SKY TV sites now all built with Grails

Posted by: on Oct 3, 2008 | 8 Comments

Graeme revealed yesterday on his blog that SKY TV now use Grails for the main website, as well as their sub-sites.

Its great to see another recognized brand using Grails for their public facing websites.

Grails is brilliant because it works wonderfully for medium-sized websites as well as enterprise systems. It has nothing that restricts it to either of these markets.

8 Comments

  1. Roshan Shrestha
    October 3, 2008

    I would have imagined that a Content Management System would have better suited http://www.copellafruitjuices.co.uk/ and http://www.tropicana.co.uk/ instead of Grails.

  2. Marc Palmer
    October 5, 2008

    A CMS would have been useful but a) there isn’t one on the market that does what we need vis having lots of custom page layouts and lots of text panels etc, and b) we do plenty of other bits that are not pure CMS – data tracking, competitions (automated draws, notification of winners) among other things.

  3. Mike
    October 6, 2008

    That’s awesome! Is it possible to share the rough hardware specs behind the site? What plugins are being used? Is there a lot of front-end caching or hibernate caching being used?

  4. Marc Palmer
    October 6, 2008

    I don’t know Mike, its not my site!

  5. Mike
    October 6, 2008

    OK, sorry. It sounded like you were involved based on your first comment where you used ‘we’ in describing the decision around CMS.

  6. Glenn Saqui
    October 7, 2008

    Hey Mike,

    Grails 1.0.3

    Plugins:
    fckeditor
    quartz
    testing
    webtest
    searchable
    selenium
    jsunit
    and a couple of hand written ones

    tv.sky.com, movies.sky.com, showbiz.sky.com, sky1.sky.com all run off the same codebase just styled differently and different modules on each page.

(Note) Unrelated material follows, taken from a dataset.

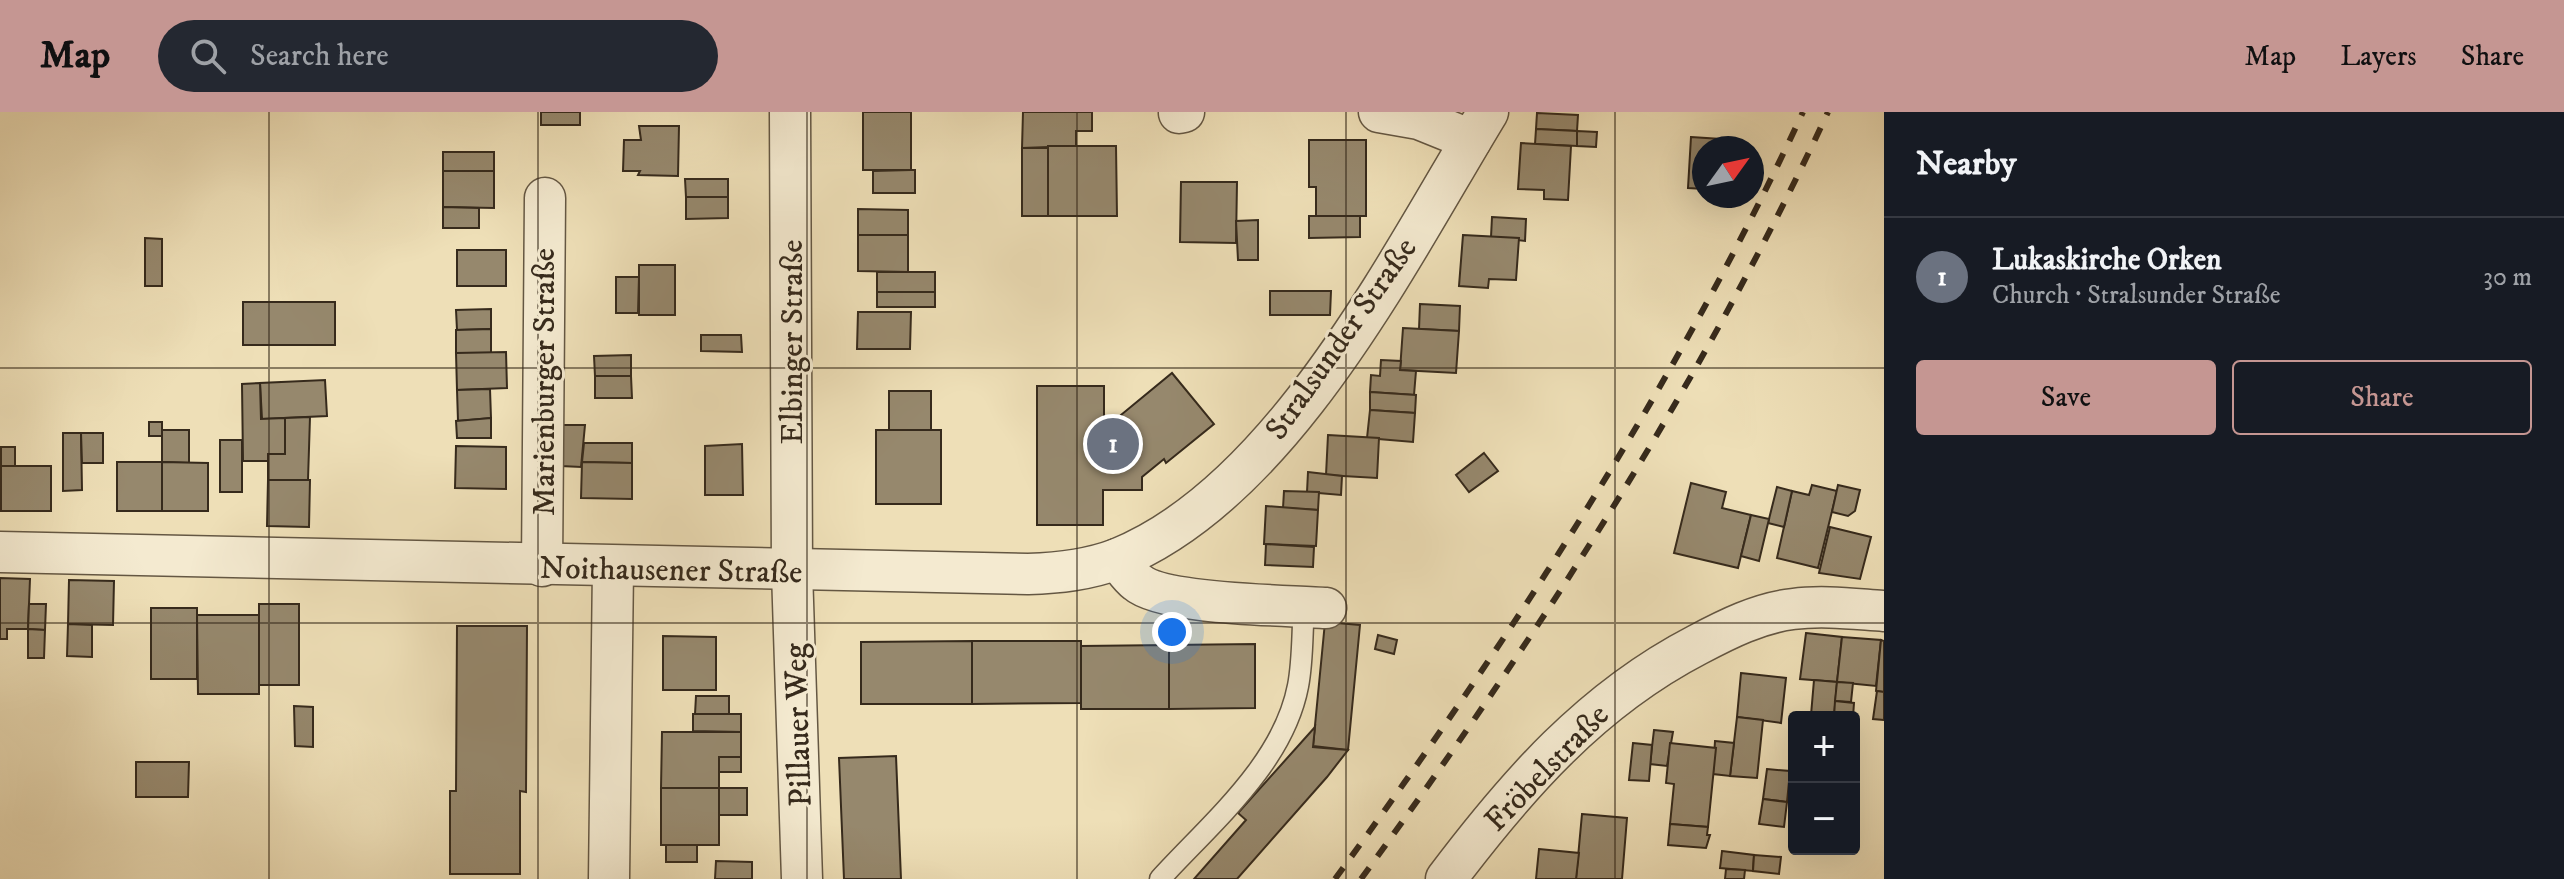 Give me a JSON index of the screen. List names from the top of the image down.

These four sites in a month get around 110 million hits in total.

    They essentially have 4 production nodes that sit behind a load balancer and a cdn. Since the site is so read heavy compared to write heavy we cache as much stuff up the stack as possible. That means we use our CDN pretty extensively as well as caching at the load balancer. Those 4 web boxes are all vm’s that point to a cluster of 2 postgres db’s vms. We have one node that isn’t available to the outside that is used for our rich publishing system that the editors use.

    What else would you like to know?

  7. J
    November 23, 2008

    Wow, so three (I’ll throw in LinkedIn) recognized brands use grails now? Guys, I’m rooting for you, but that’s not necessarily stellar adoption. Especially since Tropicana has been trumpeted for 1-2 years now, and if I recall its use of Grails was very basic.

    Rails, on the other hand, continues to be the posterchild of the 2.0 community, even though I personally think Grails is superior in some ways. I really hope with Spring Source on the docket now, you guys will be ramping up the advocacy and increasing adoption.

  8. Marc Palmer
    November 25, 2008

    J –

    For the record the brand sites I worked on included Tropicana, Copella (leading UK apple juice brand), Tropicana Go! and PJ Smoothies, as well as Cobra beers. That’s 5 brands already. Some of those sites were simple, others included custom-written blogs, reporting and all kinds of non-trivial stuff.

    I am with you however in not being happy at the progress to date – I know Grails is worthy of so much more exposure.

    I share your hope that the involvement of SpringSource will help us gain traction.

    In my experience contracting I find that the primary barrier to Grails usage is groovy and the dynamic programming paradigm – it is just anathema to most developers who need a lot of convincing before they see they light. This is not a problem specific to Grails, it applies to any dynamic language being “sold” to previously statically typed language afficionados.